- _The task_
Print all the records exactly, please.

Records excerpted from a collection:
Content starts
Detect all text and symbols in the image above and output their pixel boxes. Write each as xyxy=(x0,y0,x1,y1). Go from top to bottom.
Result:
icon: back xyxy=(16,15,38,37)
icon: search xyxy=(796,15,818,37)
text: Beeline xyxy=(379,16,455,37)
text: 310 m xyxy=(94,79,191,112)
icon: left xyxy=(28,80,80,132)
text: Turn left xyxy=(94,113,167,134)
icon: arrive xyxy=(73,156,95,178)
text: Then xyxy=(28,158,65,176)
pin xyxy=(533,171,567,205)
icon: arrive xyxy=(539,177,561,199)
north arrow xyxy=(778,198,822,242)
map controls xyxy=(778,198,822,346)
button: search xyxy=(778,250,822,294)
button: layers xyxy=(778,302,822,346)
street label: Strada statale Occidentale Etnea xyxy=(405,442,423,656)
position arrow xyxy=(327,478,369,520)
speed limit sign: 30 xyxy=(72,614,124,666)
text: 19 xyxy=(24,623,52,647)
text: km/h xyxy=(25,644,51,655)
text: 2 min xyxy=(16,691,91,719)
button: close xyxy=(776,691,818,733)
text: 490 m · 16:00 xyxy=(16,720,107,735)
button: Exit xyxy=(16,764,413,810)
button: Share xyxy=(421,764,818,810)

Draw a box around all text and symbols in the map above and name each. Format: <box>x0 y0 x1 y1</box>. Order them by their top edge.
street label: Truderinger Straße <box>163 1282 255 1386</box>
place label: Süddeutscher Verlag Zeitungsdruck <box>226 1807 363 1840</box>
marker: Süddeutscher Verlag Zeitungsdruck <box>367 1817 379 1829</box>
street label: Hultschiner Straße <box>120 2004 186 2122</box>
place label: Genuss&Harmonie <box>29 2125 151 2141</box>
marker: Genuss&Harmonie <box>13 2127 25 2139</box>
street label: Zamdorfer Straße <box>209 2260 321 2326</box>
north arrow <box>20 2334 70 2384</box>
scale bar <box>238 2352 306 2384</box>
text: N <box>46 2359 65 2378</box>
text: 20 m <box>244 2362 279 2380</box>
Content ends
- _Problem solution_
Detect all text and symbols in the image above and output their pixel boxes. Write each as xyxy=(x0,y0,x1,y1). Go from top to bottom.
Result:
icon: back xyxy=(16,15,38,37)
icon: search xyxy=(796,15,818,37)
text: Beeline xyxy=(379,16,455,37)
text: 310 m xyxy=(94,79,191,112)
icon: left xyxy=(28,80,80,132)
text: Turn left xyxy=(94,113,167,134)
icon: arrive xyxy=(73,156,95,178)
text: Then xyxy=(28,158,65,176)
pin xyxy=(533,171,567,205)
icon: arrive xyxy=(539,177,561,199)
north arrow xyxy=(778,198,822,242)
map controls xyxy=(778,198,822,346)
button: search xyxy=(778,250,822,294)
button: layers xyxy=(778,302,822,346)
street label: Strada statale Occidentale Etnea xyxy=(405,442,423,656)
position arrow xyxy=(327,478,369,520)
speed limit sign: 30 xyxy=(72,614,124,666)
text: 19 xyxy=(24,623,52,647)
text: km/h xyxy=(25,644,51,655)
text: 2 min xyxy=(16,691,91,719)
button: close xyxy=(776,691,818,733)
text: 490 m · 16:00 xyxy=(16,720,107,735)
button: Exit xyxy=(16,764,413,810)
button: Share xyxy=(421,764,818,810)

Draw a box around all text and symbols in the map above and name each. Format: <box>x0 y0 x1 y1</box>. Order them by their top edge.
street label: Truderinger Straße <box>163 1282 255 1386</box>
place label: Süddeutscher Verlag Zeitungsdruck <box>226 1807 363 1840</box>
marker: Süddeutscher Verlag Zeitungsdruck <box>367 1817 379 1829</box>
street label: Hultschiner Straße <box>120 2004 186 2122</box>
place label: Genuss&Harmonie <box>29 2125 151 2141</box>
marker: Genuss&Harmonie <box>13 2127 25 2139</box>
street label: Zamdorfer Straße <box>209 2260 321 2326</box>
north arrow <box>20 2334 70 2384</box>
scale bar <box>238 2352 306 2384</box>
text: N <box>46 2359 65 2378</box>
text: 20 m <box>244 2362 279 2380</box>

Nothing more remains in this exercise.